Surely the fire would not spread, with how wet everything was; even now the rain was falling in an incessant blanket of moisture that coated everything and made the footing treacherous; Tragger nearly tripped and broke an ankle more than once as he made his way awkwardly across the field and its many furrows. Yet he couldn’t take that chance.
From a doorway outlined in flame, he saw the blummoxes come stampeding out into the rain and muck, their shaggy beards wagging back and forth as their heads bobbed with ponderous motion, rapidly becoming mud-coated. As if the beasts of burden needed more encouragement than the flames chasing at their heels, Tragger saw Sagger stumbling out through a cloud of smoke behind the blummoxes, cracking a whip in generally the right direction, his other arm held over his mouth and nose as he coughed smoke. The lead blummox had just reached the edge of the field when a dark shape detached itself from the dense cloud of smoke and steam that hung low over the farm. The shape swooped down and scooped up the blummox in massive talons; the beast made a gentle lowing noise that seemed to contain not nearly a sufficient measure of panic as it was carried above the hanging smoke ceiling.
Tragger pulled up in his haphazard run, staring after the disappearing shape and its blummox cargo. As he watched, another shadowy form speared down like a hawk from the smog to snatch another blummox and disappear back into the clouds. Except that it was a hawk large enough to carry away an animal that weighed almost fifteen times more than he did. He cursed. “Leave them!” he yelled at Sagger and his other sons. “Get inside! Get everyone inside!”
They would lose the blummoxes, he was sure. Possibly the crops, too.
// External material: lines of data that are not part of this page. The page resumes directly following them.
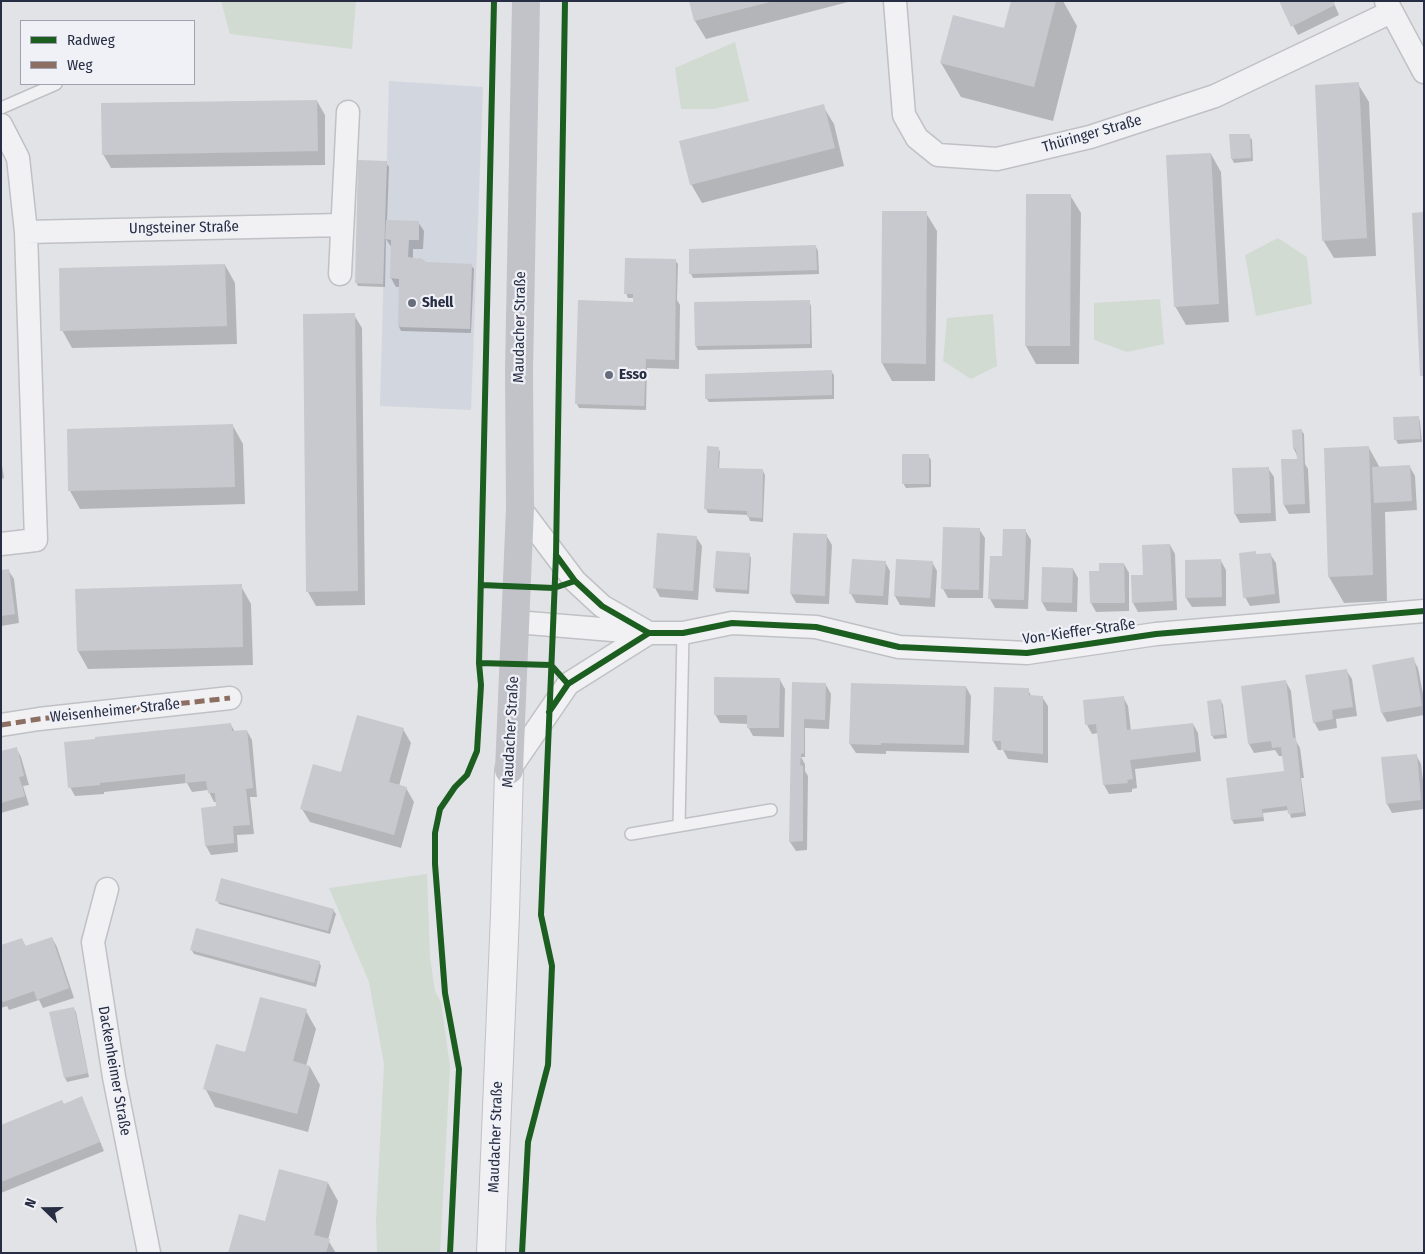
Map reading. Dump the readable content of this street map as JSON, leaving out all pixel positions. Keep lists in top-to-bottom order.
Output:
{
  "streets": {
    "main road": ["Maudacher Straße"],
    "street": [
      "Thüringer Straße",
      "Ungsteiner Straße",
      "Von-Kieffer-Straße",
      "Weisenheimer Straße",
      "Dackenheimer Straße"
    ]
  },
  "crossings": [
    ["Maudacher Straße", "Von-Kieffer-Straße"]
  ],
  "places": ["Shell", "Esso"],
  "legend": ["Radweg", "Weg"],
  "north": "left"
}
With the barn in flames, there was nowhere inside to protect either the beasts or the crops, but Tragger put aside those worries; his first concern was getting his family to safety, or at least somewhere a bit more sheltered. Blummoxes, even crops could be replaced, in time. His sons could not be.
“Is everyone here?” Tragger asked, when he thought everyone had effectively crowded themselves into the main room of the cabin and barred the door. Once, this room had been the entire cabin.
“I think so,” his wife replied, looking around and trying to count her sons. She barely looked shaken by the chaos; she was sturdier than the stumps, that woman. “What happened? I saw the fire, and Sagger’s been babbling something about flying monsters…”
“I don’t know what happened,” Tragger grumbled. His daughters told him that he sounded grumpy all the time, but he thought that was just how he spoke. “Flying monsters is right – I saw some creature out of a nightmare come down and take up our blummoxes. Somehow the barn caught fire. We can only hope it doesn’t spread to the crops still in the fields.”
His wife swallowed, looking slightly pale. She knew the implications as well as he did. “In the middle of autumn?” It wasn’t so much that she was doubting him as that she needed confirmation of something that seemed impossible.
“I wouldn’t have believed it either, if I hadn’t seen it.” Tragger didn’t add that he had thought it a poor joke on his son’s part, at first. He strove to keep the weariness from his voice. His family needed him to be stronger than that.
“Maybe those monsters did it,” Sagger suggested.
Tragger exchanged a look with his wife. “I refuse to believe,” he said, “that we’ve been attacked by dragons.”